Casini e la differenza tra amore e violenza

«Non è detto che l’Europa sia sempre e comunque da imitare. Ad esempio alcuni paesi del nord hanno legalizzato dei movimenti che facevano anche apologia della pedofilia, non credo che per questo l’Europa sia un esempio da imitare.»

Lo ha detto alla radio Pierferdinando Casini, commentando la scelta delle democrazie europee più avanzate – le ultime, in ordine di arrivo: Francia e Regno Unito – di estendere il matrimonio anche alle coppie formate da persone dello stesso sesso.

Prendiamo atto di quanto segue e facciamoci anche qualche domanda:

1. Casini cerca di accomunare delle leggi di parlamenti e governi sovrani a un crimine, dicendo per altro falsità. L’Europa non ha mai avallato nessun movimento che inneggiava alla pedofilia, semmai alcuni paesi hanno dichiarato non perseguibili movimenti che auspicano l’abbassamento del limite del consenso, fermo restando che in quei paesi il reato di pedofilia permane

2. Casini si candida a governare questo paese insieme a Monti e pare che Bersani gli faccia l’occhiolino da un po’… come si comporterà, tuttavia, di fronte a personaggi pubblici quali il premier belga, Di Rupo, il primo ministro islandese, Johanna Sigurdardottir o il ministro degli esteri tedesco, Guido Westerwelle, tutti/e omosessuali dichiarati e, nel caso dei diplomatici d’Islanda e Germania, anche sposati? Queste affermazioni porterebbero al rischio di pericolosi incidenti diplomatici… (Berlusconi è stato, e giustamente, stigmatizzato per molto meno)

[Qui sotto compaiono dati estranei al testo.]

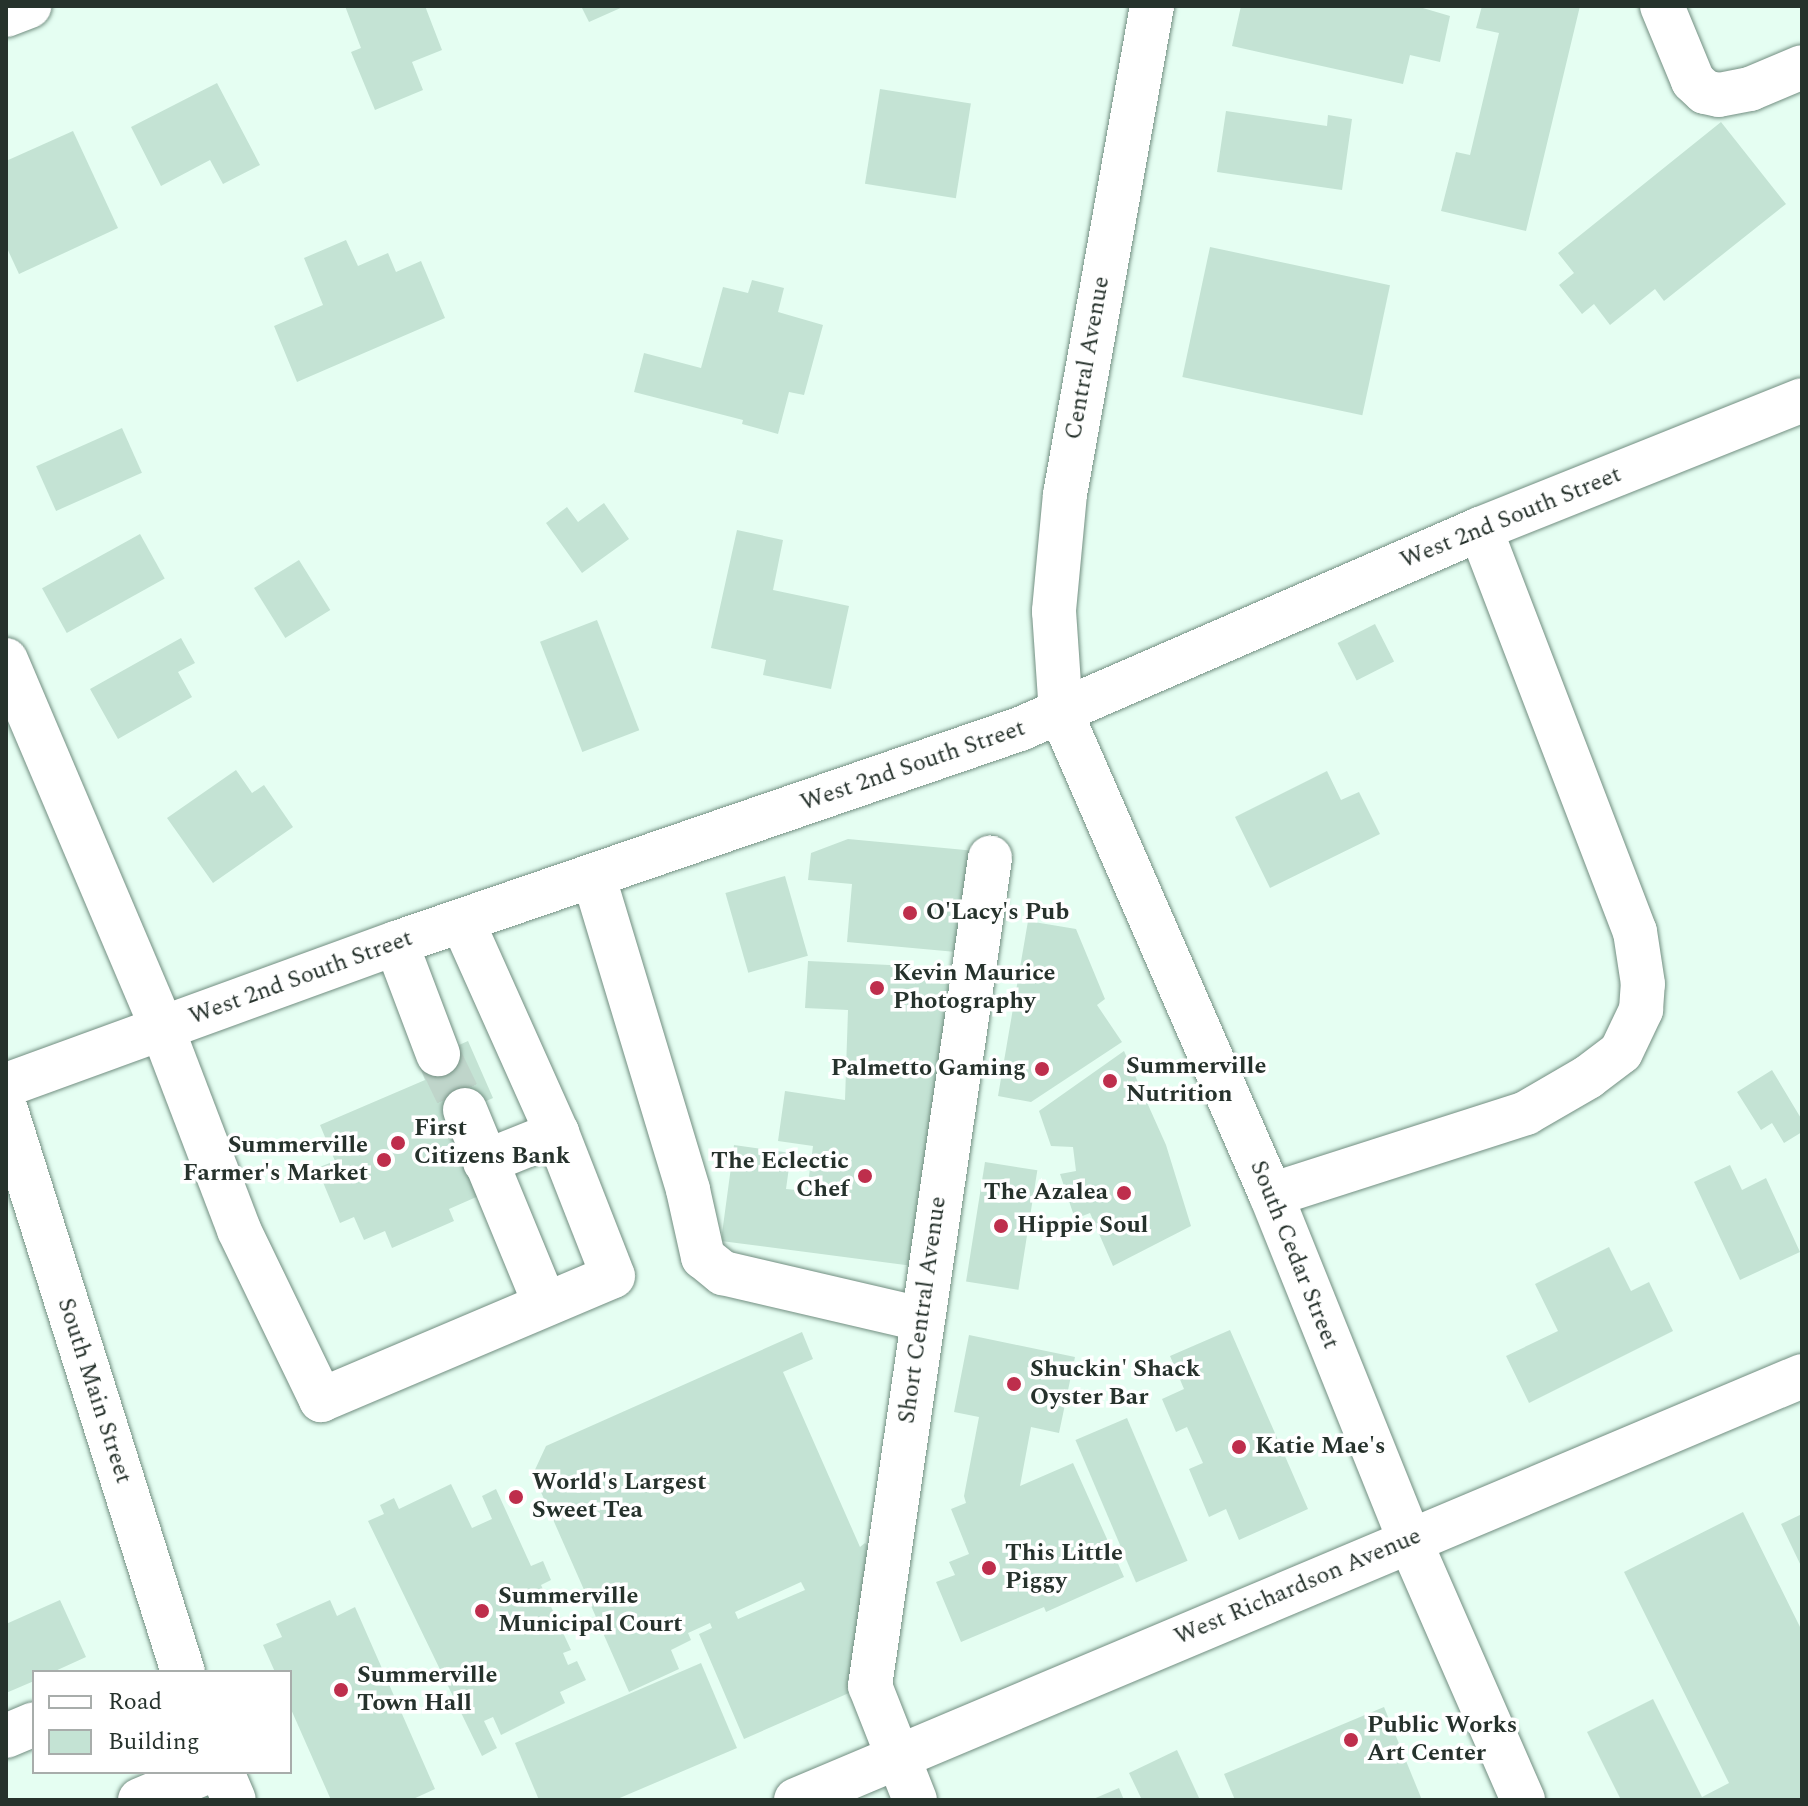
<!DOCTYPE html>
<style>
body{margin:0}
#map{position:relative;width:1808px;height:1806px;overflow:hidden;background:#e5fef2;font-family:Spectral,serif}
div>[style]{position:absolute}
.building>*{inset:0;background:#c4e3d4;transform-origin:0 0}
.minor-tunnel>*{height:44px;margin-top:-22px;transform-origin:0;background:repeating-linear-gradient(90deg,#bfd5ca 0 44px,transparent 0 66px)}
.roads{filter:drop-shadow(0 0 2px #728e81) drop-shadow(0 0 2px #728e81)}
.minor>*{height:44px;margin:-22px;padding:0 22px;transform-origin:22px;border-radius:22px;background:#fff}
.major>*{height:44px;margin:-22px;padding:0 22px;transform-origin:22px;border-radius:22px;background:#fff}
.dots>*{width:22px;height:22px;translate:-50% -50%;box-sizing:border-box;border:4px solid #fff;border-radius:50%}
span{translate:-50% -50%;white-space:nowrap;text-align:center;line-height:1.15;-webkit-text-stroke:7px #fff;paint-order:stroke}
.street-label{font-size:24px;color:#26322c}
.poi-label{font-size:24px;color:#26322c;font-weight:700}
.left{translate:0 -50%;text-align:left}
.right{translate:-100% -50%;text-align:right}
.frame{position:absolute;inset:0;border:8px solid #26322c;pointer-events:none}
.legend{position:absolute;left:32px;top:1670px;width:260px;height:104px;box-sizing:border-box;background:#fff;border:2px solid #a8adab;margin:0;padding:10px 14px;list-style:none;font-size:24px;color:#26322c}
.legend li{display:flex;align-items:center;gap:16px;height:40px}
.legend b{width:40px;border:2px solid #a8adab}
</style>
<div id="map">
<div class="building">
<i style="clip-path:polygon(345px 6px,425px 6px,442px 50px,412px 62px,423px 90px,375px 110px,351px 52px,361px 48px)"></i>
<i style="clip-path:polygon(581px 6px,625px 6px,589px 22px)"></i>
<i style="clip-path:polygon(1241px 6px,1416px 6px,1450px 16px,1440px 62px,1410px 55px,1403px 84px,1232px 46px)"></i>
<i style="clip-path:polygon(1482px 6px,1580px 6px,1526px 231px,1441px 211px,1456px 152px,1470px 155px,1499px 33px,1476px 28px)"></i>
<i style="clip-path:polygon(217px 83px,260px 165px,223px 184px,210px 160px,161px 186px,131px 127px)"></i>
<i style="left:880px;top:89px;width:92px;height:96px;rotate:9deg"></i>
<i style="clip-path:polygon(1226px 111px,1327px 126px,1328px 115px,1352px 119px,1342px 190px,1217px 172px)"></i>
<i style="clip-path:polygon(1721px 122px,1786px 204px,1664px 301px,1655px 289px,1610px 325px,1594px 304px,1582px 314px,1559px 285px,1574px 273px,1558px 253px)"></i>
<i style="clip-path:polygon(73px 131px,118px 228px,19px 274px,6px 246px,6px 161px)"></i>
<i style="clip-path:polygon(346px 240px,358px 266px,388px 253px,396px 272px,421px 261px,445px 318px,297px 382px,274px 326px,323px 305px,304px 258px)"></i>
<i style="left:1210px;top:247px;width:184px;height:133px;rotate:12deg"></i>
<i style="clip-path:polygon(752px 280px,784px 288px,778px 312px,823px 325px,804px 395px,789px 392px,778px 434px,742px 424px,743px 420px,634px 392px,644px 353px,701px 368px,723px 287px,748px 293px)"></i>
<i style="left:122px;top:428px;width:49px;height:94px;rotate:66deg"></i>
<i style="clip-path:polygon(604px 503px,629px 539px,582px 573px,546px 523px,567px 507px,578px 522px)"></i>
<i style="clip-path:polygon(737px 530px,783px 540px,773px 590px,849px 606px,831px 689px,763px 675px,766px 660px,711px 648px)"></i>
<i style="left:140px;top:534px;width:51px;height:112px;rotate:61deg"></i>
<i style="left:299px;top:560px;width:59px;height:53px;rotate:58deg"></i>
<i style="left:597px;top:620px;width:118px;height:61px;rotate:69deg"></i>
<i style="left:1375px;top:624px;width:42px;height:42px;rotate:63deg"></i>
<i style="clip-path:polygon(181px 638px,195px 663px,178px 672px,192px 697px,118px 739px,90px 689px)"></i>
<i style="clip-path:polygon(236px 770px,252px 793px,264px 785px,293px 827px,213px 883px,167px 818px)"></i>
<i style="clip-path:polygon(1327px 771px,1341px 800px,1359px 792px,1380px 834px,1270px 888px,1235px 817px)"></i>
<i style="clip-path:polygon(848px 839px,976px 851px,967px 953px,847px 942px,852px 884px,808px 880px,811px 853px)"></i>
<i style="left:785px;top:876px;width:83px;height:62px;rotate:74deg"></i>
<i style="clip-path:polygon(1028px 921px,1076px 929px,1105px 999px,1097px 1005px,1122px 1042px,1031px 1102px,998px 1096px)"></i>
<i style="clip-path:polygon(808px 961px,950px 968px,947px 1015px,917px 1206px,921px 1206px,913px 1266px,721px 1241px,734px 1145px,791px 1153px,786px 1189px,807px 1191px,813px 1146px,778px 1141px,785px 1091px,845px 1100px,848px 1010px,805px 1008px)"></i>
<i style="clip-path:polygon(468px 1041px,493px 1098px,457px 1114px,490px 1191px,449px 1209px,454px 1221px,392px 1248px,385px 1231px,364px 1240px,354px 1217px,340px 1223px,317px 1168px,335px 1161px,320px 1125px,425px 1080px,418px 1063px)"></i>
<i style="clip-path:polygon(1124px 1051px,1166px 1145px,1191px 1226px,1113px 1266px,1090px 1213px,1075px 1219px,1060px 1174px,1076px 1171px,1073px 1147px,1051px 1146px,1039px 1111px)"></i>
<i style="clip-path:polygon(1772px 1070px,1802px 1120px,1802px 1132px,1784px 1143px,1772px 1123px,1761px 1130px,1737px 1092px)"></i>
<i style="left:985px;top:1162px;width:53px;height:121px;rotate:9deg"></i>
<i style="clip-path:polygon(1730px 1165px,1742px 1190px,1766px 1178px,1800px 1252px,1740px 1280px,1694px 1182px)"></i>
<i style="clip-path:polygon(1609px 1247px,1631px 1291px,1649px 1282px,1673px 1331px,1529px 1403px,1506px 1356px,1558px 1331px,1535px 1284px)"></i>
<i style="clip-path:polygon(1230px 1330px,1308px 1509px,1239px 1540px,1226px 1509px,1209px 1517px,1189px 1469px,1203px 1463px,1187px 1427px,1176px 1432px,1162px 1399px,1184px 1389px,1170px 1356px)"></i>
<i style="clip-path:polygon(evenodd,802px 1332px,813px 1359px,783px 1372px,860px 1547px,865px 1543px,868px 1546px,849px 1693px,744px 1739px,699px 1634px,712px 1628px,710px 1623px,688px 1633px,691px 1640px,671px 1650px,679px 1669px,629px 1692px,533px 1474px,546px 1446px,802px 1332px,801px 1582px,805px 1590px,738px 1619px,735px 1612px,801px 1582px)"></i>
<i style="clip-path:polygon(969px 1335px,1075px 1357px,1059px 1433px,1031px 1427px,1020px 1486px,1073px 1463px,1124px 1577px,1046px 1612px,1044px 1607px,961px 1642px,936px 1582px,955px 1575px,949px 1562px,969px 1554px,951px 1509px,966px 1503px,964px 1496px,979px 1417px,954px 1412px)"></i>
<i style="left:1127px;top:1418px;width:155px;height:56px;rotate:67deg"></i>
<i style="clip-path:polygon(451px 1484px,472px 1528px,492px 1519px,482px 1496px,496px 1489px,531px 1566px,543px 1561px,551px 1580px,541px 1585px,571px 1650px,563px 1653px,568px 1665px,577px 1661px,586px 1680px,560px 1692px,565px 1703px,501px 1735px,493px 1717px,484px 1721px,497px 1748px,482px 1756px,368px 1521px,384px 1514px,380px 1505px,394px 1498px,399px 1509px)"></i>
<i style="clip-path:polygon(1743px 1512px,1802px 1631px,1802px 1800px,1621px 1800px,1587px 1732px,1653px 1699px,1702px 1797px,1729px 1783px,1624px 1572px)"></i>
<i style="clip-path:polygon(1802px 1514px,1802px 1568px,1781px 1524px)"></i>
<i style="clip-path:polygon(60px 1600px,86px 1657px,53px 1672px,34px 1672px,34px 1681px,6px 1693px,6px 1624px)"></i>
<i style="clip-path:polygon(330px 1600px,337px 1616px,355px 1607px,435px 1789px,411px 1800px,331px 1800px,290px 1707px,290px 1672px,275px 1672px,263px 1645px,282px 1637px,276px 1624px)"></i>
<i style="clip-path:polygon(701px 1663px,737px 1748px,615px 1800px,539px 1800px,515px 1743px)"></i>
<i style="clip-path:polygon(1384px 1707px,1422px 1800px,1235px 1800px,1224px 1774px)"></i>
<i style="clip-path:polygon(1177px 1750px,1200px 1800px,1142px 1800px,1129px 1773px)"></i>
<i style="clip-path:polygon(1119px 1788px,1124px 1800px,1091px 1800px)"></i>
</div>
<div class="minor-tunnel">
<i style="left:438px;top:1054px;width:62px;rotate:64.3deg"></i>
</div>
<div class="roads">
<div class="minor">
<i style="left:1152px;top:6px;width:496px;rotate:100.1deg"></i>
<i style="left:1065px;top:494px;width:118px;rotate:95.4deg"></i>
<i style="left:1054px;top:611px;width:102px;rotate:86.1deg"></i>
<i style="left:1061px;top:713px;width:526px;rotate:66.46deg"></i>
<i style="left:1271px;top:1195px;width:371px;rotate:68.1deg"></i>
<i style="left:1409px;top:1539px;width:285px;rotate:66.4deg"></i>
<i style="left:1662px;top:6px;width:81px;rotate:67.5deg"></i>
<i style="left:1693px;top:81px;width:16px;rotate:43deg"></i>
<i style="left:1705px;top:92px;width:14px;rotate:12deg"></i>
<i style="left:1719px;top:95px;width:32px;rotate:-11deg"></i>
<i style="left:1750px;top:89px;width:56px;rotate:-22.9deg"></i>
<i style="left:6px;top:15px;width:25px;rotate:-21deg"></i>
<i style="left:6px;top:660px;width:400px;rotate:67deg"></i>
<i style="left:162px;top:1028px;width:216px;rotate:69.1deg"></i>
<i style="left:239px;top:1230px;width:189px;rotate:64.2deg"></i>
<i style="left:321px;top:1400px;width:317px;rotate:-23deg"></i>
<i style="left:613px;top:1276px;width:154px;rotate:-111.4deg"></i>
<i style="left:557px;top:1133px;width:232px;rotate:-114.1deg"></i>
<i style="left:594px;top:878px;width:326px;rotate:73.2deg"></i>
<i style="left:688px;top:1190px;width:69px;rotate:77.4deg"></i>
<i style="left:703px;top:1257px;width:26px;rotate:39deg"></i>
<i style="left:723px;top:1273px;width:203px;rotate:13.1deg"></i>
<i style="left:396px;top:943px;width:119px;rotate:69.3deg"></i>
<i style="left:6px;top:1085px;width:415px;rotate:-20deg"></i>
<i style="left:396px;top:943px;width:660px;rotate:-18.93deg"></i>
<i style="left:1020px;top:729px;width:502px;rotate:-23.5deg"></i>
<i style="left:1480px;top:529px;width:347px;rotate:-21.8deg"></i>
<i style="left:465px;top:1110px;width:210px;rotate:67.6deg"></i>
<i style="left:485px;top:1162px;width:78px;rotate:-21.9deg"></i>
<i style="left:1271px;top:1195px;width:268px;rotate:-17.8deg"></i>
<i style="left:1526px;top:1113px;width:72px;rotate:-30.1deg"></i>
<i style="left:1588px;top:1077px;width:41px;rotate:-37.1deg"></i>
<i style="left:1621px;top:1052px;width:47px;rotate:-64.5deg"></i>
<i style="left:1641px;top:1010px;width:26px;rotate:-86deg"></i>
<i style="left:1643px;top:984px;width:53px;rotate:-98.7deg"></i>
<i style="left:1635px;top:932px;width:432px;rotate:-111deg"></i>
<i style="left:6px;top:1736px;width:30px;rotate:-23deg"></i>
<i style="left:140px;top:1800px;width:73px;rotate:-22.7deg"></i>
<i style="left:796px;top:1800px;width:1092px;rotate:-22.85deg"></i>
<i style="left:915px;top:1800px;width:123px;rotate:-111.5deg"></i>
<i style="left:870px;top:1686px;width:837px;rotate:-81.75deg"></i>
</div>
<div class="major">
<i style="left:6px;top:1110px;width:589px;rotate:72.52deg"></i>
<i style="left:222px;top:1772px;width:30px;rotate:67deg"></i>
</div>
</div>
<div class="dots">
<i style="left:910px;top:913px;background:#be2e4c"></i>
<i style="left:877px;top:988px;background:#be2e4c"></i>
<i style="left:1042px;top:1069px;background:#be2e4c"></i>
<i style="left:1110px;top:1081px;background:#be2e4c"></i>
<i style="left:398px;top:1143px;background:#be2e4c"></i>
<i style="left:384px;top:1160px;background:#be2e4c"></i>
<i style="left:865px;top:1176px;background:#be2e4c"></i>
<i style="left:1124px;top:1193px;background:#be2e4c"></i>
<i style="left:1001px;top:1226px;background:#be2e4c"></i>
<i style="left:1014px;top:1384px;background:#be2e4c"></i>
<i style="left:1239px;top:1447px;background:#be2e4c"></i>
<i style="left:516px;top:1497px;background:#be2e4c"></i>
<i style="left:989px;top:1568px;background:#be2e4c"></i>
<i style="left:482px;top:1611px;background:#be2e4c"></i>
<i style="left:341px;top:1690px;background:#be2e4c"></i>
<i style="left:1351px;top:1740px;background:#be2e4c"></i>
</div>
<div class="street-label">
<span style="left:1088px;top:358px;rotate:-80deg">Central Avenue</span>
<span style="left:1511px;top:518px;rotate:-22deg">West 2nd South Street</span>
<span style="left:913px;top:766px;rotate:-19deg">West 2nd South Street</span>
<span style="left:301px;top:978px;rotate:-20deg">West 2nd South Street</span>
<span style="left:1294px;top:1255px;rotate:68deg">South Cedar Street</span>
<span style="left:923px;top:1310px;rotate:-82deg">Short Central Avenue</span>
<span style="left:94px;top:1391px;rotate:72deg">South Main Street</span>
<span style="left:1298px;top:1587px;rotate:-23deg">West Richardson Avenue</span>
</div>
<div class="poi-label">
<span class="left" style="left:926px;top:913px">O'Lacy's Pub</span>
<span class="left" style="left:893px;top:988px">Kevin Maurice<br>Photography</span>
<span class="left" style="left:1126px;top:1081px">Summerville<br>Nutrition</span>
<span class="right" style="left:1026px;top:1069px">Palmetto Gaming</span>
<span class="left" style="left:414px;top:1143px">First<br>Citizens Bank</span>
<span class="right" style="left:368px;top:1160px">Summerville<br>Farmer's Market</span>
<span class="right" style="left:849px;top:1176px">The Eclectic<br>Chef</span>
<span class="right" style="left:1108px;top:1193px">The Azalea</span>
<span class="left" style="left:1017px;top:1226px">Hippie Soul</span>
<span class="left" style="left:1030px;top:1384px">Shuckin' Shack<br>Oyster Bar</span>
<span class="left" style="left:1255px;top:1447px">Katie Mae's</span>
<span class="left" style="left:532px;top:1497px">World's Largest<br>Sweet Tea</span>
<span class="left" style="left:1005px;top:1568px">This Little<br>Piggy</span>
<span class="left" style="left:498px;top:1611px">Summerville<br>Municipal Court</span>
<span class="left" style="left:357px;top:1690px">Summerville<br>Town Hall</span>
<span class="left" style="left:1367px;top:1740px">Public Works<br>Art Center</span>
</div>
<div class="frame"></div>
<ul class="legend">
<li><b style="height:10px;background:#fff"></b>Road</li>
<li><b style="height:22px;background:#c4e3d4"></b>Building</li>
</ul>
</div>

3. Casini non sa distinguere tra una legge che tutela un coppia e il suo progetto di vita, fatto da adulti consenzienti, e una violenza su un minore. Va bene che frequenta un po’ troppo chiese e confessionali, dove si fa confusione su questo tipo di differenza, ma a tutto dovrebbe esserci un limite.

Se poi ci mettiamo anche che questo lugubre personaggio è uno dei maggiori responsabili dello scempio berlusconiano e che ha spalancato le porte del parlamento a galantuomini come Cuffaro e Romano, la domanda è la seguente: voi dareste anche solo l’amministrazione di un condominio a un elemento simile?

In Europa non sarebbe candidato neppure a un consiglio di quartiere. Qui, ed è l’ennesimo sintomo dell’arretratezza italiana, è considerato un interlocutore politico affidabile. Speriamo che gli italiani e le italiane si sveglino, tra qualche settimana in cabina elettorale, e si regolino di conseguenza.